--- WHAT TO WORK ON ---
In the data, find the word "html" and copy out every line that has it.

[Stored data]
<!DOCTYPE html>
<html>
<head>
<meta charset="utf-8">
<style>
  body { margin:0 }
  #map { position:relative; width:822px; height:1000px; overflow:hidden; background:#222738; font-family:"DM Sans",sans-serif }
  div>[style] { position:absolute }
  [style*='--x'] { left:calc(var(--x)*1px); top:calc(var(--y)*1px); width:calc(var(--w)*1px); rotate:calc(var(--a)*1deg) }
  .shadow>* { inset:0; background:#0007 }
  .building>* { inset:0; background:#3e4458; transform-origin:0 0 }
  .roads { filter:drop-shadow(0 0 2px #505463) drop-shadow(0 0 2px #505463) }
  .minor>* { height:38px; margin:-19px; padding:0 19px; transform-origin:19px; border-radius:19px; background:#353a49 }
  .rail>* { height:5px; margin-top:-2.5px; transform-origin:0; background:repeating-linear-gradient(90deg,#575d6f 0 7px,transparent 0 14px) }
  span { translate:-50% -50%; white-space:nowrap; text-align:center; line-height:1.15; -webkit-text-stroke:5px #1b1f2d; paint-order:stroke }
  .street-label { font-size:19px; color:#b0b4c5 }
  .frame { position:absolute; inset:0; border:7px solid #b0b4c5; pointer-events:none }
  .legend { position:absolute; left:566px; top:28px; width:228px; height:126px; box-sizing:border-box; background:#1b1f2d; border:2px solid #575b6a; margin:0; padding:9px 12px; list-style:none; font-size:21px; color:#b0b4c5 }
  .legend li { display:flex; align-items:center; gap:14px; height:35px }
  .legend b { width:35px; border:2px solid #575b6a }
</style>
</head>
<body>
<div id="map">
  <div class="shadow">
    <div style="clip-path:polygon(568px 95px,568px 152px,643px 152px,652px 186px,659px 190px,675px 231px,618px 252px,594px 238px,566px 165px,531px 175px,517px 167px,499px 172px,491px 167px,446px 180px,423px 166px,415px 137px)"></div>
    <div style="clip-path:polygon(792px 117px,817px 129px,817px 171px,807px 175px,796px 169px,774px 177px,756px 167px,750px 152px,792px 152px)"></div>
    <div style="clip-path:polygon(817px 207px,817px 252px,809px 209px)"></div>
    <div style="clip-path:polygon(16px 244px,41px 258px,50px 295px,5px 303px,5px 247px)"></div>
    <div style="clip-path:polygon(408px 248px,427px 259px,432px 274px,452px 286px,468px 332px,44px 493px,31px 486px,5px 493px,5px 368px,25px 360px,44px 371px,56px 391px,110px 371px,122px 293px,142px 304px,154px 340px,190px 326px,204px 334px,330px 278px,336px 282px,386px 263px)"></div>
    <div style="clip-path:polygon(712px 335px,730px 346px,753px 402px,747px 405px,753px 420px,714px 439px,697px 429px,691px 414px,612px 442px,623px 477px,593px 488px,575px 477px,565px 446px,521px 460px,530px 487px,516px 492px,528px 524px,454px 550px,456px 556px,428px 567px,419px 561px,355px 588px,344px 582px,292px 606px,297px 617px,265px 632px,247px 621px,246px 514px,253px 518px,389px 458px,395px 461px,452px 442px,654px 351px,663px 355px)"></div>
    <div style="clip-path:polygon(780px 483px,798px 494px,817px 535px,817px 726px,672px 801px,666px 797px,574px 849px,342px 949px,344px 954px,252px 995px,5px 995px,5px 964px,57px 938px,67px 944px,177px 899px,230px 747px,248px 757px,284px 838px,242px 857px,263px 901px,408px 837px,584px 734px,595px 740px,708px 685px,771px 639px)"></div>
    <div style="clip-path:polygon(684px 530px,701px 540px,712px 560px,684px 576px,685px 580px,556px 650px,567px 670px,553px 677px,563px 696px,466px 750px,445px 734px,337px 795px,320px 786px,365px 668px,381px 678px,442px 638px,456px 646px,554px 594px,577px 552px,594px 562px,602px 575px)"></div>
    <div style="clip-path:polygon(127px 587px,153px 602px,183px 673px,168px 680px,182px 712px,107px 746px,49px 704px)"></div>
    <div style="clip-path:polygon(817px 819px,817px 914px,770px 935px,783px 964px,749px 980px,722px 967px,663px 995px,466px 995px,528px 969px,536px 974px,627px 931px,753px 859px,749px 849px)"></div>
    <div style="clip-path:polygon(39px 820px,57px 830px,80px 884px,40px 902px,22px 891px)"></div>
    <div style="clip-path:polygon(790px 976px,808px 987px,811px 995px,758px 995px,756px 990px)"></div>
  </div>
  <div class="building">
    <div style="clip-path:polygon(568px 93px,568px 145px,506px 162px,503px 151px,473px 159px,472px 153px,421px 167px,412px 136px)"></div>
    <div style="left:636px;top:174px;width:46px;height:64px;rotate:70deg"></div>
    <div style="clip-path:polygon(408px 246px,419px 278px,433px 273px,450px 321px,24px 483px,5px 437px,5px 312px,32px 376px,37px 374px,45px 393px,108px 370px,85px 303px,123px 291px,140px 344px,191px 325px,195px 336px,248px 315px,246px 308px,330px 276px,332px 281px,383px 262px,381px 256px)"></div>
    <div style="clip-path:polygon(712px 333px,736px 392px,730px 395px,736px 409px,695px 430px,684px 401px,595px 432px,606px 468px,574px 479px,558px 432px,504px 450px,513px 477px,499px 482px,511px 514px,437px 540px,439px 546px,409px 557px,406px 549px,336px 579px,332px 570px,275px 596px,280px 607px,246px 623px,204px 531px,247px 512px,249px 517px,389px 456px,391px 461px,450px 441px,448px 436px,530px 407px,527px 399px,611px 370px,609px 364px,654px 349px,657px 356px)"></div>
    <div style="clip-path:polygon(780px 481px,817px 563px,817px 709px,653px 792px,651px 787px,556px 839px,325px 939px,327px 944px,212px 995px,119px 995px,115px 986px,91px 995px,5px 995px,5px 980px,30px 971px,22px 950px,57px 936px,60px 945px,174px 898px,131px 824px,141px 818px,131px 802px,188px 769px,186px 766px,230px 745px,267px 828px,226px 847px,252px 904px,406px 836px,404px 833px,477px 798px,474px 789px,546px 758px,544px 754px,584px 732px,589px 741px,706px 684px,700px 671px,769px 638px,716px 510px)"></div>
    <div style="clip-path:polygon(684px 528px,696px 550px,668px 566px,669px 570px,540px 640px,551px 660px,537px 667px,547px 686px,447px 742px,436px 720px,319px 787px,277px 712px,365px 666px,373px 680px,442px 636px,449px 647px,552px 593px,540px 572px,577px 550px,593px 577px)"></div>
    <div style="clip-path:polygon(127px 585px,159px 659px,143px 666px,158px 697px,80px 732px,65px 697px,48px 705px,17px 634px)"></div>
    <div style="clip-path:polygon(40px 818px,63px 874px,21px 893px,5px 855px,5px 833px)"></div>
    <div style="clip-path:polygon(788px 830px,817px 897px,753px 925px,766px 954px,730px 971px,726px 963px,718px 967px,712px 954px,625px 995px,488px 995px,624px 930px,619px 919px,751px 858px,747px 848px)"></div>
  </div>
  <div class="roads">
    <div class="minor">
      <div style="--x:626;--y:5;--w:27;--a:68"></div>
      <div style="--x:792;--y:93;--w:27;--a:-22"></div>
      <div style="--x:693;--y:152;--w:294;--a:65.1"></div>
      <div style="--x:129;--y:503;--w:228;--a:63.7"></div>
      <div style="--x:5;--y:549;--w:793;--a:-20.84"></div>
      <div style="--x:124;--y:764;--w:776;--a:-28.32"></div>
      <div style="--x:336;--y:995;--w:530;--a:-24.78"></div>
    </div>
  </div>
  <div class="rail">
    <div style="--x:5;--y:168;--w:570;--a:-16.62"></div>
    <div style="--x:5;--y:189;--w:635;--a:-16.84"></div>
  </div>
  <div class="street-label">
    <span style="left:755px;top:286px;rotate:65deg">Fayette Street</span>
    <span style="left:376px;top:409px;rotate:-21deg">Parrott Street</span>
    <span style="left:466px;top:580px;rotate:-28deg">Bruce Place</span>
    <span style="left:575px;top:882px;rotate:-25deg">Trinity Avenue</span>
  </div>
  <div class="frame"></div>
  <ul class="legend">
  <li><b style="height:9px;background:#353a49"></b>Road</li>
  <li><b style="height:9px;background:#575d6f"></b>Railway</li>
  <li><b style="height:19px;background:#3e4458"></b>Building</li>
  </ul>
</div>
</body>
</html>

--

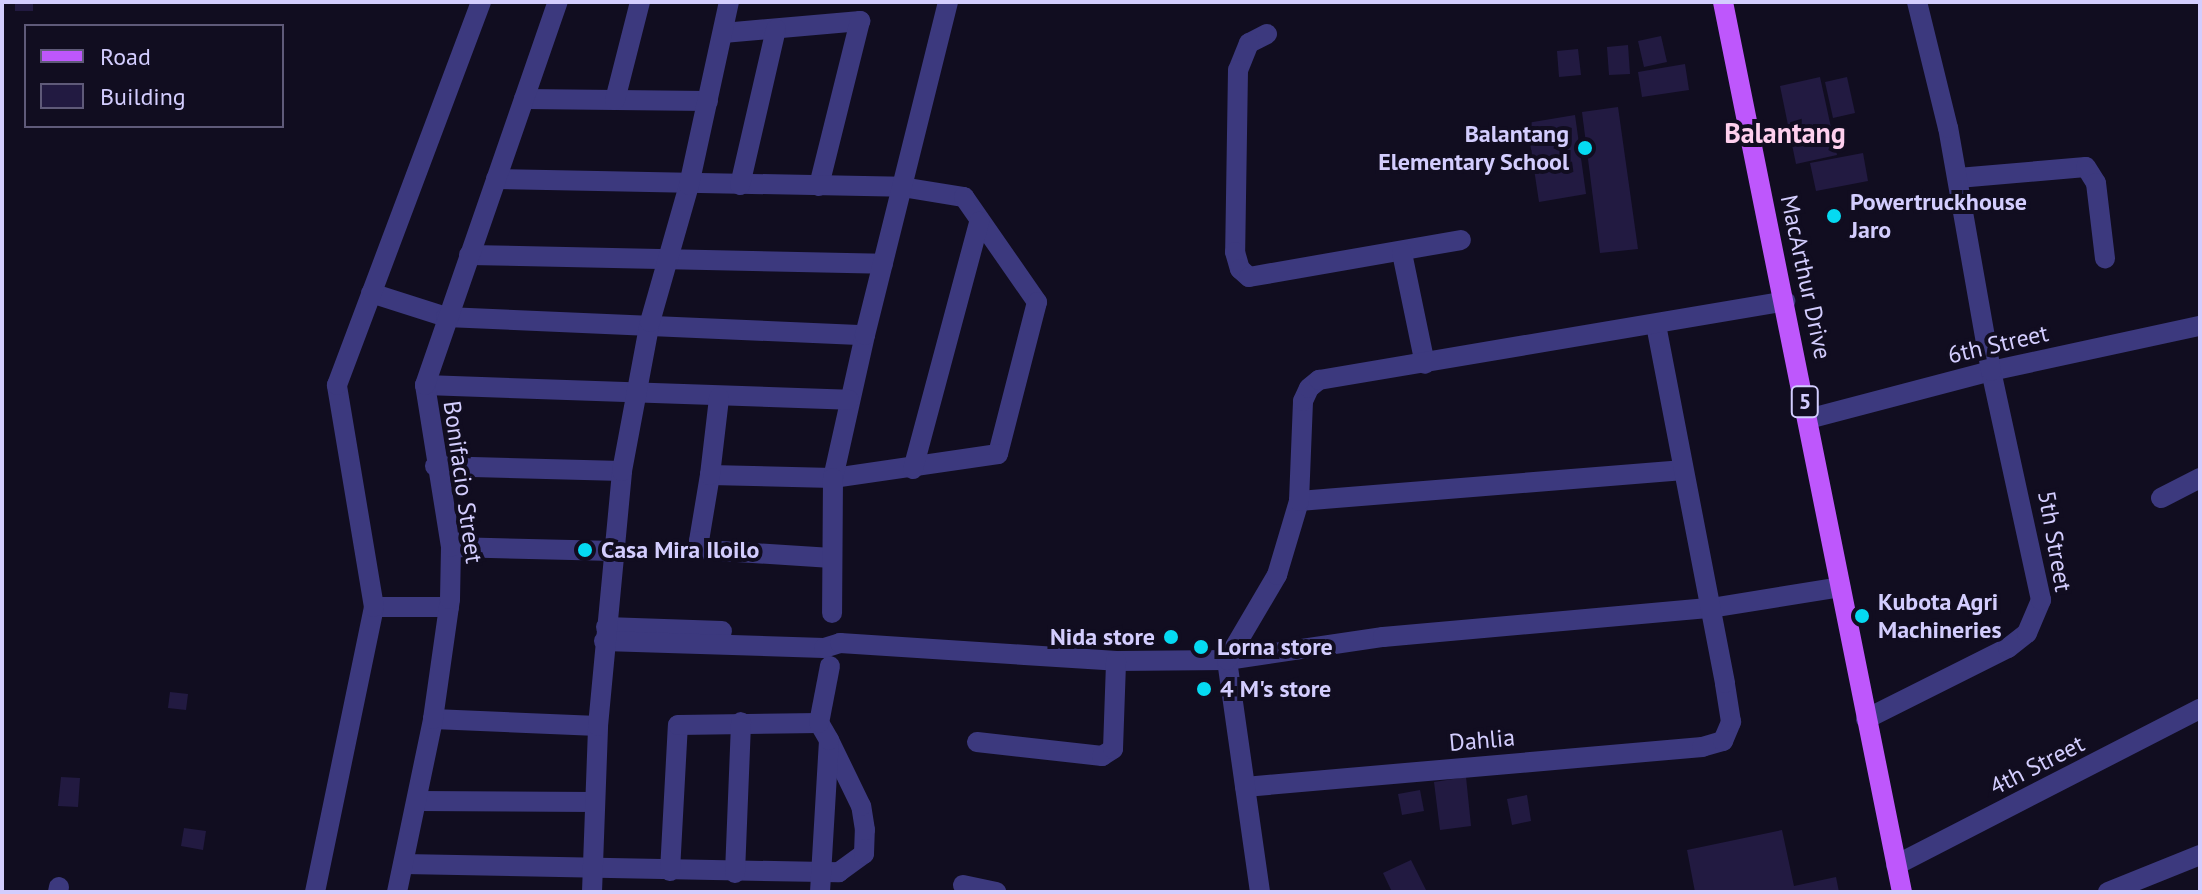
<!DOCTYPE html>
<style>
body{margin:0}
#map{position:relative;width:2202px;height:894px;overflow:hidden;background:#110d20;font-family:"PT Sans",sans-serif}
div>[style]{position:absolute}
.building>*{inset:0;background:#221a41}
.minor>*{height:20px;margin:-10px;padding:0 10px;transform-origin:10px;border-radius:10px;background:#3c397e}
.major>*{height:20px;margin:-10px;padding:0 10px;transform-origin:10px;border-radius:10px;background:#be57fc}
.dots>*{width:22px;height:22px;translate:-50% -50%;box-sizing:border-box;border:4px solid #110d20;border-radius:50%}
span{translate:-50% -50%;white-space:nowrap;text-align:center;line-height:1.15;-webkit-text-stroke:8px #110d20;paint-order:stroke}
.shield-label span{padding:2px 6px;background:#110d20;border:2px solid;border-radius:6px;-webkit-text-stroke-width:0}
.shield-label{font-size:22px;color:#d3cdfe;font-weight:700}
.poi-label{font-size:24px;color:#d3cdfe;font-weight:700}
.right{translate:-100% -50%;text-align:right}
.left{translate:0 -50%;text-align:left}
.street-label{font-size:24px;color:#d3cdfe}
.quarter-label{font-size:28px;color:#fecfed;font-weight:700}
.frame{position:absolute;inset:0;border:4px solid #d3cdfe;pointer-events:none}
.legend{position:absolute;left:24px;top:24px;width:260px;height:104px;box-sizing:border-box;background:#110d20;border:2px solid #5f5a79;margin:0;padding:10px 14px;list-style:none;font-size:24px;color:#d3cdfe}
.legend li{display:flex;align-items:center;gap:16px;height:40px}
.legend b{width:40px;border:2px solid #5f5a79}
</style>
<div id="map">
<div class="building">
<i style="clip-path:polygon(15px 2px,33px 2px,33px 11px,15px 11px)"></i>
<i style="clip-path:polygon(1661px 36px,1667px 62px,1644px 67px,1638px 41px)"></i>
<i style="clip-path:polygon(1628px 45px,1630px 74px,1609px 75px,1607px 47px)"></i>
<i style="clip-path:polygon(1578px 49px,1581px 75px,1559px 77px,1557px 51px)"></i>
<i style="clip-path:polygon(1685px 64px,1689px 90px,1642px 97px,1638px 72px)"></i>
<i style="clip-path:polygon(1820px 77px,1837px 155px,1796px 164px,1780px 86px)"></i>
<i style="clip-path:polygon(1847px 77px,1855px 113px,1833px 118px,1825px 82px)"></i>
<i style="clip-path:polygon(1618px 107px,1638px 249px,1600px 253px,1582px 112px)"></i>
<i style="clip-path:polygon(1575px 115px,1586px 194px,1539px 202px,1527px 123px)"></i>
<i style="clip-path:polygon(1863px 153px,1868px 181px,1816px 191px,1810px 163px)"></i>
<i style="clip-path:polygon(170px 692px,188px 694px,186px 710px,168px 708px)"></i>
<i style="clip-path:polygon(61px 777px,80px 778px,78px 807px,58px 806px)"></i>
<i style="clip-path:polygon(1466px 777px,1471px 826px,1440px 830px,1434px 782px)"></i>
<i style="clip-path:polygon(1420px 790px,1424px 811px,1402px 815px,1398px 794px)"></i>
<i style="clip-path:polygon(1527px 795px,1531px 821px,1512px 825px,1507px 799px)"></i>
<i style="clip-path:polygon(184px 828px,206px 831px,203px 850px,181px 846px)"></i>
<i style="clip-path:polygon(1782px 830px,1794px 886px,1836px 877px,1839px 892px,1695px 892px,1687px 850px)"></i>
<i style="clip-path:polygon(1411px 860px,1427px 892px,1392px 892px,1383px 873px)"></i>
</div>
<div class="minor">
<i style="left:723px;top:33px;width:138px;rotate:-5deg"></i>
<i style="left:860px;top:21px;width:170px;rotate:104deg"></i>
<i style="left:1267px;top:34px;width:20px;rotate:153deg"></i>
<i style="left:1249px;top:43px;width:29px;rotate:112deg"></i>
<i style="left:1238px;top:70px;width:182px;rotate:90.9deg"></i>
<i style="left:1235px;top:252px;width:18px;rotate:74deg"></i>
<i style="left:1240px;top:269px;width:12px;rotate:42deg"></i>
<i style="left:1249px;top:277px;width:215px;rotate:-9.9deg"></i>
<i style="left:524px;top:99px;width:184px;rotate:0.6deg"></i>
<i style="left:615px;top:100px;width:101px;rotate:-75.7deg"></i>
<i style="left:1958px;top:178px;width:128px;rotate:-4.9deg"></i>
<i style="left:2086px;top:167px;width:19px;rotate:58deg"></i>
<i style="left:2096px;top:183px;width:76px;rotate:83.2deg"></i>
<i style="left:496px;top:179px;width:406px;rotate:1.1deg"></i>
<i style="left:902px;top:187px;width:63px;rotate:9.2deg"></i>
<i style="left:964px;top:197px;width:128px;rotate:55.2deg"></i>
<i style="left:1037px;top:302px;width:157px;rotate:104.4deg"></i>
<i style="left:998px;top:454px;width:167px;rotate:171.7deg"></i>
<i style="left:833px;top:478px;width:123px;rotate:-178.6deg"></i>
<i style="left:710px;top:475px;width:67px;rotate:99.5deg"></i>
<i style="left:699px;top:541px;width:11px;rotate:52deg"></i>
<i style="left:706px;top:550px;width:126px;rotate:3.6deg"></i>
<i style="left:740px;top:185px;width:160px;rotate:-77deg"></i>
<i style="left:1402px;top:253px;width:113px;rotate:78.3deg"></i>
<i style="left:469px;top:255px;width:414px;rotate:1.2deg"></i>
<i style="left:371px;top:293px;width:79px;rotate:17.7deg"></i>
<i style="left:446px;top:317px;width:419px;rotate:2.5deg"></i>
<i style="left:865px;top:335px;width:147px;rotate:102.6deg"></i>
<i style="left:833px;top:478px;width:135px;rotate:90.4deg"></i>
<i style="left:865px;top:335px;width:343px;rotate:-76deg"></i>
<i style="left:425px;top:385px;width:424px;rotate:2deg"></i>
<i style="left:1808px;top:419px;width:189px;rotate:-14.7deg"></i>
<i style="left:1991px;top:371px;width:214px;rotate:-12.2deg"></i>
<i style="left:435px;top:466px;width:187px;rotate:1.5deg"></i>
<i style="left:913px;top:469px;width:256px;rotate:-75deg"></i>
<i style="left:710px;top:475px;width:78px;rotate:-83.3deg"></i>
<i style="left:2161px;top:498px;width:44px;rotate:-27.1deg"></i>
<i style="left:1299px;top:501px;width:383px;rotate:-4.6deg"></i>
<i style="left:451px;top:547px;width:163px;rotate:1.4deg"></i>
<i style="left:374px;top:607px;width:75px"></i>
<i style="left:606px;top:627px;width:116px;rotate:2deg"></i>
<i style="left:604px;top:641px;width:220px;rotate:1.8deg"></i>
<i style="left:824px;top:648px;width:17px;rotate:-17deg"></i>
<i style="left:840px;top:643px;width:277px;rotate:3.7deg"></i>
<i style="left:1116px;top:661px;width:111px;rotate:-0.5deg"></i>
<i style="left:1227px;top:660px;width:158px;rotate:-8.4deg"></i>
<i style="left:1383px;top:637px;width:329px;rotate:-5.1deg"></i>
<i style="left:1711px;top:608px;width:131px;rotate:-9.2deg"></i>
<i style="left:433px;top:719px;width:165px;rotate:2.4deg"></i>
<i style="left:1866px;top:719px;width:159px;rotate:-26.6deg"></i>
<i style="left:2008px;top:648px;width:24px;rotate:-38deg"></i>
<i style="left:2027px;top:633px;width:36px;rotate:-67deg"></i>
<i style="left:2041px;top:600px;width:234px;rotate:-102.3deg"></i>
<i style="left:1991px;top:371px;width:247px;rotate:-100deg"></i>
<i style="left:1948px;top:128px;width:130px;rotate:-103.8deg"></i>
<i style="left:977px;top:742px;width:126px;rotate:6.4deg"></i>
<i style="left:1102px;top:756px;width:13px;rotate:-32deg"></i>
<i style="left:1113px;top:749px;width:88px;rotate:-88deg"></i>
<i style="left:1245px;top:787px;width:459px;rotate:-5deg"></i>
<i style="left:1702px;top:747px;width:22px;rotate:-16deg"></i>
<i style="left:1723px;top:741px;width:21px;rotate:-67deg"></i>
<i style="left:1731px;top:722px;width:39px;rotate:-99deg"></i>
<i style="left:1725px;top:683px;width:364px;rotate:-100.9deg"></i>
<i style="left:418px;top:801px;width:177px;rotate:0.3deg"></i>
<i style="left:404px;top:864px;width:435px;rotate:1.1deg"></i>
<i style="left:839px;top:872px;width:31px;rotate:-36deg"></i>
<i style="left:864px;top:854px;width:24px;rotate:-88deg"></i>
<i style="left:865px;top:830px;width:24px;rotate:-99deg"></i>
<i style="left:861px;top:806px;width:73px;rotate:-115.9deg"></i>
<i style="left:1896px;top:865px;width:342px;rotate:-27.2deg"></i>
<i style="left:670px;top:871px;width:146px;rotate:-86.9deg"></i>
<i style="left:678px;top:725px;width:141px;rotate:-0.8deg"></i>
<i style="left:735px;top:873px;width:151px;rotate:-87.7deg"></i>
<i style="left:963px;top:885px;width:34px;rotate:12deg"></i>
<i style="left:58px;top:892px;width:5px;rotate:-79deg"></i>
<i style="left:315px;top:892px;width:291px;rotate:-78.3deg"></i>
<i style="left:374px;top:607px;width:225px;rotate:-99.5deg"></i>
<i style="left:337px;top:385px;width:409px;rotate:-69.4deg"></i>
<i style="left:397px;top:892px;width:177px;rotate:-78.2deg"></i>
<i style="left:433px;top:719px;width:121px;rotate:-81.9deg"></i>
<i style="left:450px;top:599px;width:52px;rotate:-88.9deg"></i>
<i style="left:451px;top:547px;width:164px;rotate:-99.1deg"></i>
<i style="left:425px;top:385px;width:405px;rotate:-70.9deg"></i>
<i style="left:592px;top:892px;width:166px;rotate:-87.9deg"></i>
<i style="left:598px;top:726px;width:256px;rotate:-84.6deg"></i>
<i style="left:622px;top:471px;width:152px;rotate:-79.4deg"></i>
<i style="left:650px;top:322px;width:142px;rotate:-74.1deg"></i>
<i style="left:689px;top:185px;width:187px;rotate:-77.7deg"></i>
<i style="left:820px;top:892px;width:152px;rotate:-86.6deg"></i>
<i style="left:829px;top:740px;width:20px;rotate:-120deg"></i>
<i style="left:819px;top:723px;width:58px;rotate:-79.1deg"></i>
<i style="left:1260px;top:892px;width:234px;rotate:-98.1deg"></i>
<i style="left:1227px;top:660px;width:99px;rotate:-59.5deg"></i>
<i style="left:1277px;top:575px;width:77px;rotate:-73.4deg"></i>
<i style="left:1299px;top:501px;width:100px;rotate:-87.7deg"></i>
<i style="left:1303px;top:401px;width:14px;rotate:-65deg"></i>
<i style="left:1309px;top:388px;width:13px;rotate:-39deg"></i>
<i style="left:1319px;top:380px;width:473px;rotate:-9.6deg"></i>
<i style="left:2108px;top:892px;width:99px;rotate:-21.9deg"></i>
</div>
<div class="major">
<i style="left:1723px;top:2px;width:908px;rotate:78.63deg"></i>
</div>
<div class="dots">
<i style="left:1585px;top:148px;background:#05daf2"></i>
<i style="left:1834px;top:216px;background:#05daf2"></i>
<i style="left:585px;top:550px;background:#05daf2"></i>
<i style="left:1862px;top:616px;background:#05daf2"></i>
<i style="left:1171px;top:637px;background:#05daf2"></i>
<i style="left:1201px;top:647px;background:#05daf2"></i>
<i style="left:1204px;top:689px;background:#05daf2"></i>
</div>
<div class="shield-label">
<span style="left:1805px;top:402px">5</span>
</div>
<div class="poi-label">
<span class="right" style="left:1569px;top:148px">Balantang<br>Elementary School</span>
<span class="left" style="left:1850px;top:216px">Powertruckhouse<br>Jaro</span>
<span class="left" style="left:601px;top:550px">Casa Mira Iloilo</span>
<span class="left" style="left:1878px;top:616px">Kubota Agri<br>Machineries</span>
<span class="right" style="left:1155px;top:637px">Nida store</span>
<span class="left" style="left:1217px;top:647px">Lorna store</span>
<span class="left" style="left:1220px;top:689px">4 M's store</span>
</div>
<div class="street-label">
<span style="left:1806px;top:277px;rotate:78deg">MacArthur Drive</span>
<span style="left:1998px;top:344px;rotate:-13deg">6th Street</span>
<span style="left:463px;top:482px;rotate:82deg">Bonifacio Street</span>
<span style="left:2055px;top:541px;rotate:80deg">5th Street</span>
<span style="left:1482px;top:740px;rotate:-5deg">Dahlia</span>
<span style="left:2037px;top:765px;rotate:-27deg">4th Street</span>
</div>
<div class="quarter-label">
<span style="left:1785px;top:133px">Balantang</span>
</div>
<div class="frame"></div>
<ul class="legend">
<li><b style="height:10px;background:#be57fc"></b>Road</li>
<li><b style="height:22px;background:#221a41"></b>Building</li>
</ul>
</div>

--- FINISHED TASK ---
<!DOCTYPE html>
<html>
</html>
<!DOCTYPE html>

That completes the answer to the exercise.